LESSON 5: IN MOMENTS OF DISTRESS, SOMETIMES YOU CAN SAVE THE SITUATION, OTHER TIMES, THE BEST OPTIONS IS TO SELL IT OUT!

Let me draw your attention to a current global development.
About two years ago, according to gobankingrates.com, “JPMorgan Chase, one of the nation’s largest banks, planned to closed down 300 branches over the next two years, equating to just over 5 percent of its 5,720 locations in the U.S. The move was part of the bank’s plan to cut costs, which — along with other measures — will save JPMorgan Chase $1.4 billion. This decision was necessary to save the bank from a disaster! Got it? By number of branch locations, Chase Bank is second only to Wells Fargo, which has over 6,300 U.S. branches as reported by the FDIC. Failure of a bank results when there are no strategic and aggressive moves by BOD and management to address the situation immediately! According to the Bank of Ghana, a lot of possible ways had been explored to the extent that, the last and the most appropriate was to sell the bank. So, why are folks sad? What’s your problem? In business, sometimes, the best strategy may not always be the most preferred by the majority but it makes sense in the long run. Selling is not a bad thing!
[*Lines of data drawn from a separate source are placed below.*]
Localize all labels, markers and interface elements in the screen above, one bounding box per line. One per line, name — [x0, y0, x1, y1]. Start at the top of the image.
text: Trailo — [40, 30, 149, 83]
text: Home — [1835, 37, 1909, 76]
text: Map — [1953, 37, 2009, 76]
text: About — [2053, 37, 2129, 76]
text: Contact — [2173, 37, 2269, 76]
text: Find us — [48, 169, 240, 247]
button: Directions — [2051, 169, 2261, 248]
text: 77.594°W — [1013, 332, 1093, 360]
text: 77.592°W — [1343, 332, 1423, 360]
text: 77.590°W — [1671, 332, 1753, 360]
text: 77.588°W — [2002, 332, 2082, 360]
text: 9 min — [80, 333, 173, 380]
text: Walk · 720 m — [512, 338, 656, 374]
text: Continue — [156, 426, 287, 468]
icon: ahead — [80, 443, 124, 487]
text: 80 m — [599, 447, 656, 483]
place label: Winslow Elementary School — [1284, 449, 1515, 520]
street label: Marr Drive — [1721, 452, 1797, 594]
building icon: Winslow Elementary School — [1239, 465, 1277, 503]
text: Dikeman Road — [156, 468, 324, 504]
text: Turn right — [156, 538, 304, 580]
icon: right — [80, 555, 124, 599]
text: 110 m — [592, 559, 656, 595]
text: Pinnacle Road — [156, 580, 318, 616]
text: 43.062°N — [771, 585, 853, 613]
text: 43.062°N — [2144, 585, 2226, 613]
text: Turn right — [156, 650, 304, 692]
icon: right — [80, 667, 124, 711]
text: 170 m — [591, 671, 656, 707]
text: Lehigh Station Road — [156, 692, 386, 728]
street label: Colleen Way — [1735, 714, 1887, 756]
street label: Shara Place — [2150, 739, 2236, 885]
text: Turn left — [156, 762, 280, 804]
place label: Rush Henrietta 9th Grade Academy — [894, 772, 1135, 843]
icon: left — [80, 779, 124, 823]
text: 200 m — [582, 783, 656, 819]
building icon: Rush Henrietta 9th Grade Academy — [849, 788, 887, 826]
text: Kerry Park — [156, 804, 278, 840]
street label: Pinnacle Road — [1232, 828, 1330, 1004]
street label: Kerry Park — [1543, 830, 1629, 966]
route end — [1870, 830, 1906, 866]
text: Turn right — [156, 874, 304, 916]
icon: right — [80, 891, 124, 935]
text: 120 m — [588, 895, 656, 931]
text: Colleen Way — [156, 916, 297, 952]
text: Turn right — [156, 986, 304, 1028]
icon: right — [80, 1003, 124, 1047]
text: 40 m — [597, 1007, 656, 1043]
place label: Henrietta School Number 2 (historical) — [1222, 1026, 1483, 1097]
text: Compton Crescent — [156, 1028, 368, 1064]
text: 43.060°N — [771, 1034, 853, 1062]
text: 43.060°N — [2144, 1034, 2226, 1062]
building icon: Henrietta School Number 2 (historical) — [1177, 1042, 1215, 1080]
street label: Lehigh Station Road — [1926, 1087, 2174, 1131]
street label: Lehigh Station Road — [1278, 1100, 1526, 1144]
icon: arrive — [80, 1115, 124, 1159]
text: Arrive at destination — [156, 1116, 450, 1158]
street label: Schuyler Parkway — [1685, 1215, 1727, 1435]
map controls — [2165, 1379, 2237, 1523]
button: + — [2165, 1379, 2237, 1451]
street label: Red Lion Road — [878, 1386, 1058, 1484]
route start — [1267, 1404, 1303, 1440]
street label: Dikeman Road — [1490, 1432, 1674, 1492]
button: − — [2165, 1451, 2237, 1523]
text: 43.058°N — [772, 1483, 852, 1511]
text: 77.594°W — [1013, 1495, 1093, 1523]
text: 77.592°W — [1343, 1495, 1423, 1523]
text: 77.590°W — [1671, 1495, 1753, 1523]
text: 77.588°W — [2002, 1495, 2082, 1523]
Please answer me: Haven’t you sold an asset of yours when you were in a tough situation before? Why do you mock or castigate someone when you have not even done a even less than a quarter if what he has done?

LESSON 5: BUILD SOMETHING GREAT FOR OTHERS TO ACQUIRE OR HAVE AN INTEREST IN ACQUIRING…

Finally, I strongly believe that each of us should be asking yourselves whether we can also build something for other bigger institutions to have an interest in acquiring. That should be our concern and not to cry for Amoabeng and Ato Essien. The founders of Capital Bank and UT Bank have paid their dues. What have you build or are you building? I rest my case!